Ne riez pas, noirs lecteurs : votre histoire, faute d’être écrite chez vous, est bel et bien réécrite chez nous. Jusqu’en 2004, pas de problème : Nelson Mandela cède le
pouvoir à Thabo Mbeki, point final. Oubliant que la fin de l’Apartheid est aussi due à la lutte de tout un peuple, soutenu par une frange de l’opinion américaine qui boycotte les
entreprises anglo-saxonnes investissant en Afrique du sud. Et c’est là que la bât blesse, car ce peuple en lutte possède d’autres figures de proue. Notamment Cyril Ramaphosa, qui
crée le syndicat des mineurs, négocie la fin de l’Apartheid avec les Blancs et rédige la nouvelle constitution sud-africaine.
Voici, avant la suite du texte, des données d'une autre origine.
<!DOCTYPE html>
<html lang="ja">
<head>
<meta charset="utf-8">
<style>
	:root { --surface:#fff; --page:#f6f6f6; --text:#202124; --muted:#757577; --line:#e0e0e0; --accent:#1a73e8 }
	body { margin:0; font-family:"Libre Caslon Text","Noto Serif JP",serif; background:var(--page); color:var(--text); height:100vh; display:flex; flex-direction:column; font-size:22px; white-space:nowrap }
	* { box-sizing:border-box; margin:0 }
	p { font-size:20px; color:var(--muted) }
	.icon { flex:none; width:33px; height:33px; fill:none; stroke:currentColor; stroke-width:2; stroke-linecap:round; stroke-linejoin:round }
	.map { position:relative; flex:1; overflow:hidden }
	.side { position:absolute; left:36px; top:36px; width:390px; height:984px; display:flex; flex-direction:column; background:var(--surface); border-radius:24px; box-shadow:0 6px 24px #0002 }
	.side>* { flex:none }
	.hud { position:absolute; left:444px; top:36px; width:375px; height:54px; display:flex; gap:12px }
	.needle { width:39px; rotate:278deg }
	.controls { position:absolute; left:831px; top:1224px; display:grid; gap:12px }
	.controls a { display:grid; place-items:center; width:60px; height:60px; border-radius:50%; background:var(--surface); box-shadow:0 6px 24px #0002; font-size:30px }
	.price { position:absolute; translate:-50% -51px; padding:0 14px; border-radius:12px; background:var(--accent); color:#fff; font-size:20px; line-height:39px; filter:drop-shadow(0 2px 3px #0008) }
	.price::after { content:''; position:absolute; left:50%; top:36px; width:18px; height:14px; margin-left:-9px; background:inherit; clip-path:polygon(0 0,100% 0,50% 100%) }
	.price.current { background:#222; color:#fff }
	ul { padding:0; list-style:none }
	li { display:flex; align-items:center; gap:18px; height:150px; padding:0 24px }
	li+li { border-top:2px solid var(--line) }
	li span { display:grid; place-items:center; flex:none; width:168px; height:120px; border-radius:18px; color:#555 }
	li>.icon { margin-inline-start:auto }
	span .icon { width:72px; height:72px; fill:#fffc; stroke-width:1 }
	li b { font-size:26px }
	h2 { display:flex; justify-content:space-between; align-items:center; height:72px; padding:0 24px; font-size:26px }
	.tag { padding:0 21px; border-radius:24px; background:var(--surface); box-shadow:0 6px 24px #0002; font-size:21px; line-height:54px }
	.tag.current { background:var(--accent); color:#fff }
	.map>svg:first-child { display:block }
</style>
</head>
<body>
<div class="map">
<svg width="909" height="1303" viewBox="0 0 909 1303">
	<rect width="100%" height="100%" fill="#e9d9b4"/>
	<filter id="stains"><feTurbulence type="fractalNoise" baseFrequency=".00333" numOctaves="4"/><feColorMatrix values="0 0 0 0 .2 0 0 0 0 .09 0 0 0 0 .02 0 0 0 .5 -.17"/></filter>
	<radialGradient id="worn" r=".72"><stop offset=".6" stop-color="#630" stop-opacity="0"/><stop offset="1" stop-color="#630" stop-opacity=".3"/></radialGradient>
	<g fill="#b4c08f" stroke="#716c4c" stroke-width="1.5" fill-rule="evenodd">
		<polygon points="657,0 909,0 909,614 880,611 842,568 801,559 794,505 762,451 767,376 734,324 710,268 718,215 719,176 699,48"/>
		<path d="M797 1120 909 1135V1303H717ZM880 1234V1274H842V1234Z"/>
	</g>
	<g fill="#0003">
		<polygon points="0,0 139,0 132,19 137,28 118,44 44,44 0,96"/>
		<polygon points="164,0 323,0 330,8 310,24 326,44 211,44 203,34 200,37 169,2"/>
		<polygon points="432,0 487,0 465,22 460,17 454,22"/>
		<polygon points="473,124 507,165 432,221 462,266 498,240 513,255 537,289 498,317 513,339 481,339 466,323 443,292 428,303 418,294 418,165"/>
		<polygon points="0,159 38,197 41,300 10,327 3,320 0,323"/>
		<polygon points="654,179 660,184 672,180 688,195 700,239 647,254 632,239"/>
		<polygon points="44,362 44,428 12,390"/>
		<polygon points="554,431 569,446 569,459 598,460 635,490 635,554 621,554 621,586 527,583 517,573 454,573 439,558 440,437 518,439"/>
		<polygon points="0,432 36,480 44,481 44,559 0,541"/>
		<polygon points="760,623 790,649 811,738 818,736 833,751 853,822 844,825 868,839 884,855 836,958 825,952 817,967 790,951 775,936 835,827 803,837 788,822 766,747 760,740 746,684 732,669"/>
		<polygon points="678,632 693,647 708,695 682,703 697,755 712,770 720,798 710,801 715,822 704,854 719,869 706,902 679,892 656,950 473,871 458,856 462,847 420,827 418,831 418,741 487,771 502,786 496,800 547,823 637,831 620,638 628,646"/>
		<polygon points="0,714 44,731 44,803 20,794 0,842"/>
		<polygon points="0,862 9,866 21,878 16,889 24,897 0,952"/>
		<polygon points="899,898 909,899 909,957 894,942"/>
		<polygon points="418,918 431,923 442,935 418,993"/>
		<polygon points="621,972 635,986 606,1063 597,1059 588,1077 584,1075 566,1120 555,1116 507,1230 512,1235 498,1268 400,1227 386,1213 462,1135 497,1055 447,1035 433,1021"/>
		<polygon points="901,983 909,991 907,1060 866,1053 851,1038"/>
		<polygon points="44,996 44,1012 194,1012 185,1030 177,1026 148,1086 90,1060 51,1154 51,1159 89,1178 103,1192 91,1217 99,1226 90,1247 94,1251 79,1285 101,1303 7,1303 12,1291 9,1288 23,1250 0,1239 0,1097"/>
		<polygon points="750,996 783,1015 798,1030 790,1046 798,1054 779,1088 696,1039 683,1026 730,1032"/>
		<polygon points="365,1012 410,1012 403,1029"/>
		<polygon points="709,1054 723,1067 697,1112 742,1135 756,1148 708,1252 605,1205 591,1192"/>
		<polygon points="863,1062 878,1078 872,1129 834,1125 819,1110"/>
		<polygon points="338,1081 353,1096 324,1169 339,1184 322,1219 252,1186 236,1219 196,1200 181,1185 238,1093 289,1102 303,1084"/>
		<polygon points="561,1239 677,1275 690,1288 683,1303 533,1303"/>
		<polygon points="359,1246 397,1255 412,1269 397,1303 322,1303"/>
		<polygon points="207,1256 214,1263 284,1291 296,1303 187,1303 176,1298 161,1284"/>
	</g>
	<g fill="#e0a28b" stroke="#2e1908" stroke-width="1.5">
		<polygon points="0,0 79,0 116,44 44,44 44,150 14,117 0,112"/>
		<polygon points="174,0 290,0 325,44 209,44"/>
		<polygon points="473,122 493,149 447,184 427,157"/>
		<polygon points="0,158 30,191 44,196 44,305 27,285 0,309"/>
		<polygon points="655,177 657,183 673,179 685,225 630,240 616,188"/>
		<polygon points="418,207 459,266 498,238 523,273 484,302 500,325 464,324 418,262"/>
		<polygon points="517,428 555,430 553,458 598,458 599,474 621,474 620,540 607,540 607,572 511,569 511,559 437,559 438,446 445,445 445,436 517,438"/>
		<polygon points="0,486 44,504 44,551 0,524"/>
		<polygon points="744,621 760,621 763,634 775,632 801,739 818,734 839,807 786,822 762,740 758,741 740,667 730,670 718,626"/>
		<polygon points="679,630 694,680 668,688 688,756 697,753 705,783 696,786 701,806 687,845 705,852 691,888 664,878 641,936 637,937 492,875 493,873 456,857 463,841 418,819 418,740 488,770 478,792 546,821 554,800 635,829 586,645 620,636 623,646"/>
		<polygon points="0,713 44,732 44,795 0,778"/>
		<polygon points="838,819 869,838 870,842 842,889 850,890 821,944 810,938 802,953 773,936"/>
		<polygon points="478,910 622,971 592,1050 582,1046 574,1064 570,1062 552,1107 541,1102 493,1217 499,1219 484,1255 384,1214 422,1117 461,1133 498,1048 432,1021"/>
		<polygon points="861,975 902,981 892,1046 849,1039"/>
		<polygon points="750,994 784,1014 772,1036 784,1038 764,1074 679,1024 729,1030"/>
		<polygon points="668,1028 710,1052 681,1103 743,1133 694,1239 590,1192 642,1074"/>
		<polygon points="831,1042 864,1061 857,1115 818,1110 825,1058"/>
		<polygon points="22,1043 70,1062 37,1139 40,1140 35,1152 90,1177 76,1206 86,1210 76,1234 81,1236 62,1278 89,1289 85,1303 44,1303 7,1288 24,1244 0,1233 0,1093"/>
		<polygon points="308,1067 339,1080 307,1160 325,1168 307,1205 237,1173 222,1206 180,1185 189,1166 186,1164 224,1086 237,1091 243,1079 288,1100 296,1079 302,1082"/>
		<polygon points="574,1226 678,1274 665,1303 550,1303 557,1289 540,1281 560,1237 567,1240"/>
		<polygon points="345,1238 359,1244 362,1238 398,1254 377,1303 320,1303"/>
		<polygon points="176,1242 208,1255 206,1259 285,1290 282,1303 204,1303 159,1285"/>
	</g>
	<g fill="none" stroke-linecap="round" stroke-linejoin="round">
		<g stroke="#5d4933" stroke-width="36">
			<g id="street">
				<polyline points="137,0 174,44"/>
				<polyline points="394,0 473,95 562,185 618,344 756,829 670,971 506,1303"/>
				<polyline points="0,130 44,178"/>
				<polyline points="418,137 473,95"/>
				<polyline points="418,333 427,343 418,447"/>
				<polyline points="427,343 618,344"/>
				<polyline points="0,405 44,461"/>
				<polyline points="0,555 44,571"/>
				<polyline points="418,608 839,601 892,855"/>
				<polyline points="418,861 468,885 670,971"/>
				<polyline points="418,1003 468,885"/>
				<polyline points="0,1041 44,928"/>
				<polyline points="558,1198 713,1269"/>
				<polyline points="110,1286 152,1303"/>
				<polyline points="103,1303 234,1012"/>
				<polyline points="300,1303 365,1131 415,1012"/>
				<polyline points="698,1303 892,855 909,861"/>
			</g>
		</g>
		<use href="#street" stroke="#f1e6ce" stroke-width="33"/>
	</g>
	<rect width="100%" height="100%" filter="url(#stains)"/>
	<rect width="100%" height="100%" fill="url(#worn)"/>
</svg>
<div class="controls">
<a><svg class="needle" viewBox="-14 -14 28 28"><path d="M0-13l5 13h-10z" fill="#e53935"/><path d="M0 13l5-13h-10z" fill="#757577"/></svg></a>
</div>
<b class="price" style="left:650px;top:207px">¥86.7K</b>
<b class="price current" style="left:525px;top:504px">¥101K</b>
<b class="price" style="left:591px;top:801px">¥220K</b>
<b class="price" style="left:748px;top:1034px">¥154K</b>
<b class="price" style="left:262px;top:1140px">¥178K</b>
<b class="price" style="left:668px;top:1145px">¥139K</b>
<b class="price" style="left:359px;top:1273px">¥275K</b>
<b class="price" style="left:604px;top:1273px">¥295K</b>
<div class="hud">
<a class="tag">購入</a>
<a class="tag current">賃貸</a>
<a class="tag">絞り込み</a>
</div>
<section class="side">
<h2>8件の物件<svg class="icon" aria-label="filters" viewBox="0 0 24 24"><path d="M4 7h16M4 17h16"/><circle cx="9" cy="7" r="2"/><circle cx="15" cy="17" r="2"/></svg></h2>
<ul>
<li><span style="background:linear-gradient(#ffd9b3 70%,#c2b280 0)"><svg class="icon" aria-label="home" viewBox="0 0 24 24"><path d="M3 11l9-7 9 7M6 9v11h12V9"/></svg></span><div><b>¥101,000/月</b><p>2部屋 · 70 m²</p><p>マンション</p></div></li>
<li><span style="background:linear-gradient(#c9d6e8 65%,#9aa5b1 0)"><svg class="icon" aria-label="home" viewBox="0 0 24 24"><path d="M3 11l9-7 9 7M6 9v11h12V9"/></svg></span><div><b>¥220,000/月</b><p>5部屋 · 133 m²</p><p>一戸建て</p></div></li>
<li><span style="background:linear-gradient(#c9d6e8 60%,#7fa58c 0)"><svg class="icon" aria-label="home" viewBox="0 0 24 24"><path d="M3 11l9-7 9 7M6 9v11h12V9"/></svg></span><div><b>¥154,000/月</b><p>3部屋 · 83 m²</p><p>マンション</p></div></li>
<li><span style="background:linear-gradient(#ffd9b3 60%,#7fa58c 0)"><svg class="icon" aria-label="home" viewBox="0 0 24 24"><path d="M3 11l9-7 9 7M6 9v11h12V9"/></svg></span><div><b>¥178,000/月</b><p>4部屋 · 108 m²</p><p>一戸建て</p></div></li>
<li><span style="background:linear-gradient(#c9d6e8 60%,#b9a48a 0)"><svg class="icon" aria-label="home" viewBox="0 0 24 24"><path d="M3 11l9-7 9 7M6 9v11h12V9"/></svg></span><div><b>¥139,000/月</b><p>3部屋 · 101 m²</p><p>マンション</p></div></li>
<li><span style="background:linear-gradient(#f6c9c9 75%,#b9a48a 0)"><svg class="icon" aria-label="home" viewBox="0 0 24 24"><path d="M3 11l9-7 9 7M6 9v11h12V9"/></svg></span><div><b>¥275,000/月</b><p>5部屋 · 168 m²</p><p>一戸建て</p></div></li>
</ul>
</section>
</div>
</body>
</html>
D’une fabuleuse intelligence, il est élu à la tête de
l’ANC et désigné par les Irlandais comme « observateur » externe au conflit anglo-irlandais du désarmement des uns et des autres… Las ! Mandela choisit le fils de
son meilleur ami, aristocrate xhosa comme lui, Thabo Mbeki, par ailleurs vice-président, plutôt que Ramaphosa, secrétaire général de l’ANC, mais fils d’un sergent de ville qui n’a jamais connu
Mandela et est loin d’appartenir à l’aristocratie noire sud-africaine. En 2004, un journaliste anglais de la BBC (qui fait donc autorité), décrète que c’est Cyril Ramaphosa le
fils du meilleur ami de Mandela et Tabo Mbeki « l’homme de l’ANC ». Ainsi : Mandela « s’incline » devant la volonté populaire en renonçant à désigner Ramaphosa… Le
mauvais tour est joué. En France, deux ans après, Jack Lang, fait écrire un livre sur Mandela par des « nègres » qui, se basant sur les archives de la BBC, amplifient
la thèse : Mandela est le plus grand des démocrates, il cède aux exigences de l’ANC plutôt que de pousser le fiston de son copain. Mandela, bien sûr, ne moufte pas puisque ça va dans le sens de
sa grandeur…
Tabo Mbeki, fils du meilleur ami de Mandela imposé par ce dernier contre la volonté de la majorité de l’ANC, ne peut plus se représenter, ayant effectué deux mandats. La candidature de
Ramaphosa revient donc sur le tapis après que le vice-président Jacob Zuma ait été écarté de sa route par une affaire de viol (il a été blanchi) et une autre de corruption. Le génial Cyril
représente le « pouvoir économique noir » en Afrique du sud, « boosté » par le fond de pension des mineurs sud-africains (il préside le groupe Johnnic,
principal opérateur de téléphonie mobile en RSA et au Nigeria). Il a donc quelques chances d’être élu s’il décide de se jeter à l’eau. Les Blancs diront alors que « le fils du meilleur
ami de Mandela a pris sa revanche ». Pas mal, non ?!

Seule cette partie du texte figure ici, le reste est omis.